O Foro de São Paulo e o Grupo de Puebla representam uma ameaça para a estabilidade da região?
Iván Duque — O Foro de São Paulo é uma ameaça à democracia continental por razões óbvias e evidentes. Primeiramente, ele promove o populismo, a pós-verdade e a polarização. Em segundo lugar, ele incentiva que aqueles que fazem parte desse grupo se mantenham no poder. Foi o que aconteceu com Rafael Correa, com Hugo Chávez, com Daniel Ortega, com Evo Morales, e é o que querem fazer em todos os lugares onde chegam seus simpatizantes. O Foro de São Paulo busca confrontar o desenvolvimento empresarial, promove o ódio de classes e, embora se autodenominem progressistas, na verdade são promotores da pobreza, pois empobrecem os povos.
O Foro de São Paulo é uma ameaça à democracia continental por razões óbvias e evidentes. Ele promove o populismo, a pós-verdade e a polarização.
O Foro de São Paulo tem sido extremamente complacente e condescendente com a ditadura de Maduro e foi com os abusos de Rafael Correa, Evo Morales e os Kirchner na Argentina. Portanto, o Foro de São Paulo não tem autoridade moral, pois busca o exercício da política para capturar o Estado e se perpetuar no poder. Isso é uma ameaça clara à democracia.
Como a relação entre narcotráfico e política afeta a Colômbia e o restante da América Latina?
Iván Duque — O narcotráfico quer cada vez mais influenciar as decisões de governo. Temos visto denúncias graves na Colômbia, no Brasil, no Equador. O narcotráfico busca capturar o poder político local, o poder judicial e até mesmo negociar com governos para obter benefícios. Na luta contra o narcotráfico, precisamos de mecanismos eficazes de controle contra a lavagem de dinheiro, extinção rápida de domínio, penas efetivas para os líderes e melhorar a cooperação internacional para identificar as rotas, entre outras medidas.
O narcotráfico busca capturar o poder político local, o poder judicial e até mesmo negociar com governos para obter benefícios.
Não há dúvida de que o narcotráfico procura capturar instituições, e é por isso que devemos confrontá-lo, denunciá-lo e fortalecer a cooperação internacional. E é fundamental que na política haja vozes claras e contundentes de condenação, sanção e punição ao narcotráfico, sem relativismos.
No Brasil, houve emblemáticos como o bloqueio da plataforma X, cada vez mais vozes questionam uma perseguição política, ou as absolvições de pessoas envolvidas no caso Lava Jato. Qual é a sua perspectiva sobre o papel do poder judiciário no Brasil atualmente?

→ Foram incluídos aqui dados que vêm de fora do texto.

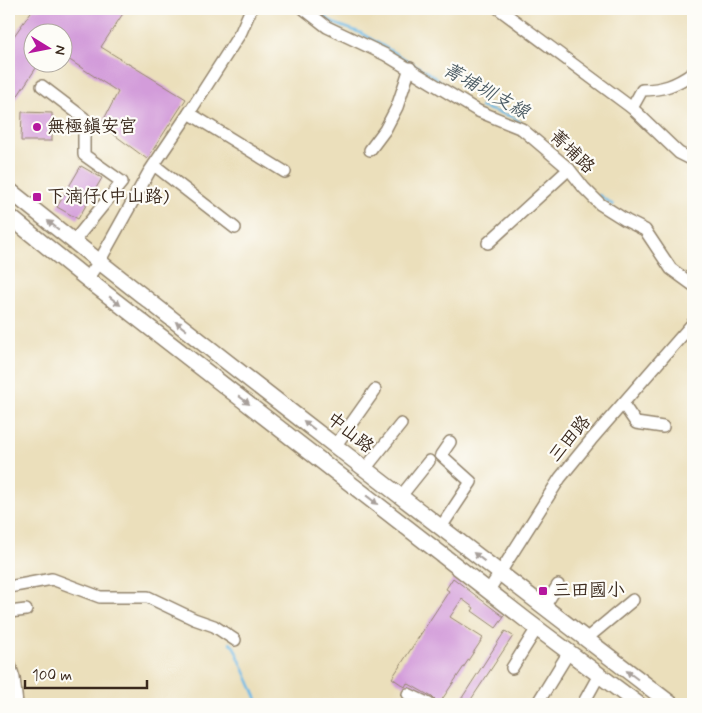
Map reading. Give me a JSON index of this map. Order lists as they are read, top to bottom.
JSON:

Iván Duque — Não pretendo me colocar aqui como intérprete, nem muito menos fazer comentários específicos contra ou a favor da justiça do Brasil ou dos juízes do Brasil. O que quero destacar é o que vejo como um perigo na América Latina: estamos assistindo a uma politização da justiça e a uma judicialização da política.
Esses dois fenômenos são graves, pois a politização da justiça ocorre quando partidos tentam se apropriar dos setores da justiça e utilizá-la como uma ferramenta ou arma a seu favor para intimidar, perseguir, cortar liberdades e se manter no poder. Por outro lado, a judicialização da política é quando a justiça é utilizada como um mecanismo de repressão e destruição moral dos opositores políticos. Esses dois fenômenos são muito graves.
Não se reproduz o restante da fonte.